→ **EXERCISE**: Check each line of the records for "Summarize"; collect those that have it.

→ **WORKING DATA**:
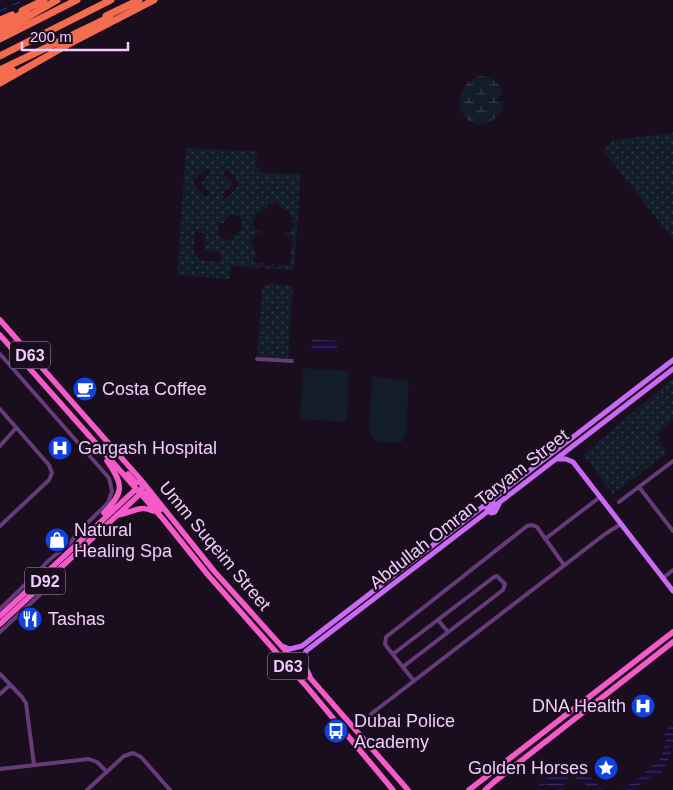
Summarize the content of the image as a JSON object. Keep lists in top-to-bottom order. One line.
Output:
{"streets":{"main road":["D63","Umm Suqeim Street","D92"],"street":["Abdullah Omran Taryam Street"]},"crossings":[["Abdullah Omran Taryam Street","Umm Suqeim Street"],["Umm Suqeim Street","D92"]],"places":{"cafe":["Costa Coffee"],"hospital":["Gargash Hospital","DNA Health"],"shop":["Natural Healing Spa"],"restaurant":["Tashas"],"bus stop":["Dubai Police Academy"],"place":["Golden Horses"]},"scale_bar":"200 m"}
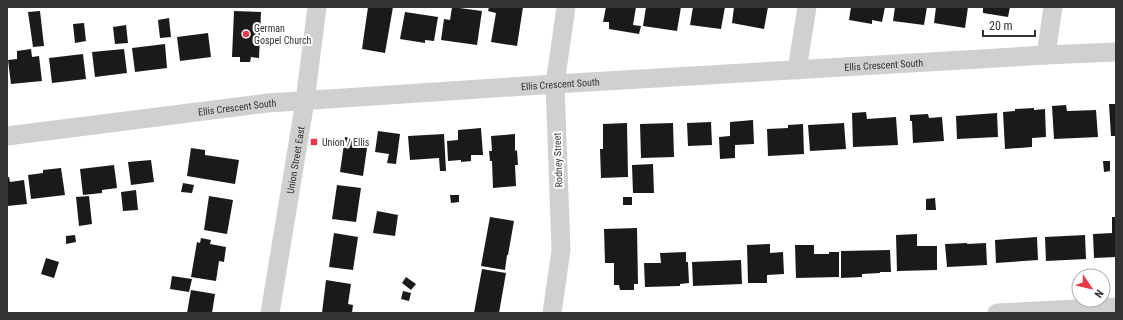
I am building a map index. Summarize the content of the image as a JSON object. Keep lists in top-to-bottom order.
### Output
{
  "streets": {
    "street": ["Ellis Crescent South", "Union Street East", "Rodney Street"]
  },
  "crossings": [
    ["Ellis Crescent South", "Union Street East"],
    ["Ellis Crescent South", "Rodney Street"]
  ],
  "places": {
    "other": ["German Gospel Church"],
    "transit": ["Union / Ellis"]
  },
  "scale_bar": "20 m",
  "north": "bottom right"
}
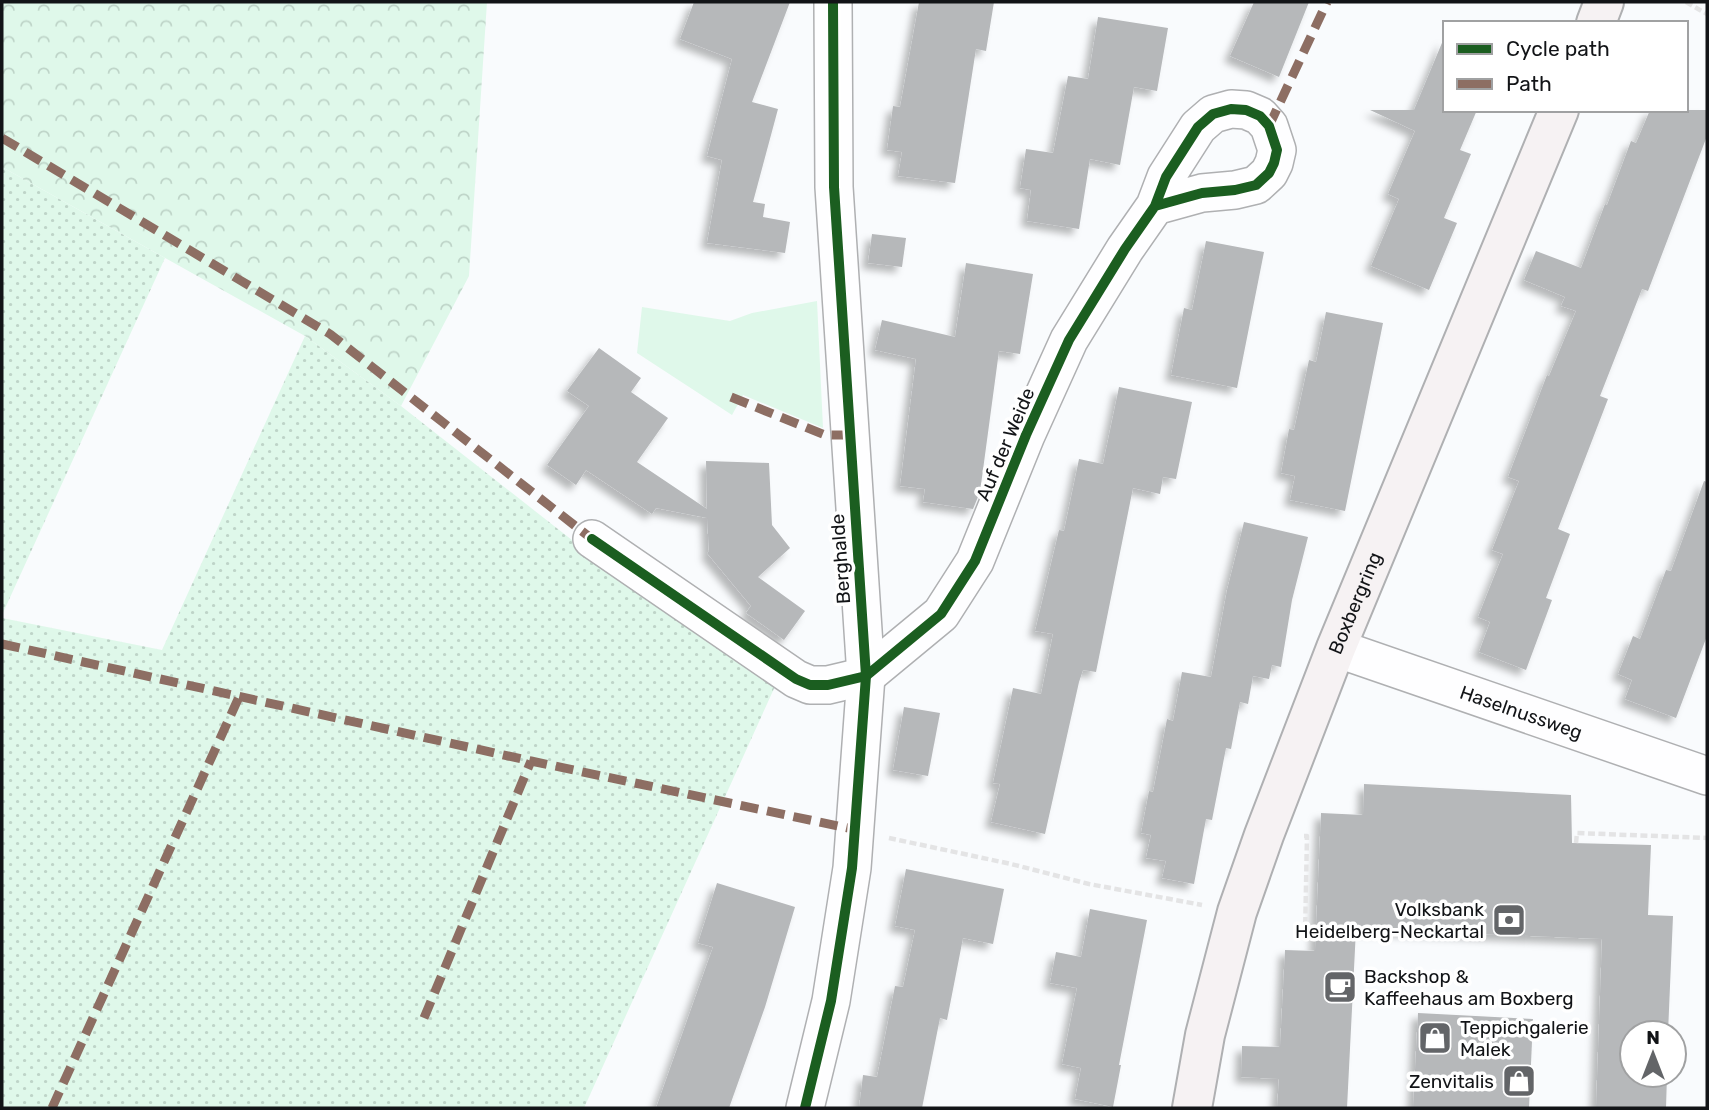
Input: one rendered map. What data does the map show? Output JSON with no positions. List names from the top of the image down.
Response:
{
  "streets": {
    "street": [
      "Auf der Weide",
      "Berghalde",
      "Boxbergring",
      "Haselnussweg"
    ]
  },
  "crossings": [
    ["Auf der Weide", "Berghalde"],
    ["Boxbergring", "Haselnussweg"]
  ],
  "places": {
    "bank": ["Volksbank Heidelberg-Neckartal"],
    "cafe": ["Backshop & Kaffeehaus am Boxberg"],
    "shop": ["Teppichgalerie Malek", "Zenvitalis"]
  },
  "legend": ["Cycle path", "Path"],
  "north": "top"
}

→ **EXERCISE OUTPUT**:
Summarize the content of the image as a JSON object. Keep lists in top-to-bottom order. One line.
I am building a map index. Summarize the content of the image as a JSON object. Keep lists in top-to-bottom order.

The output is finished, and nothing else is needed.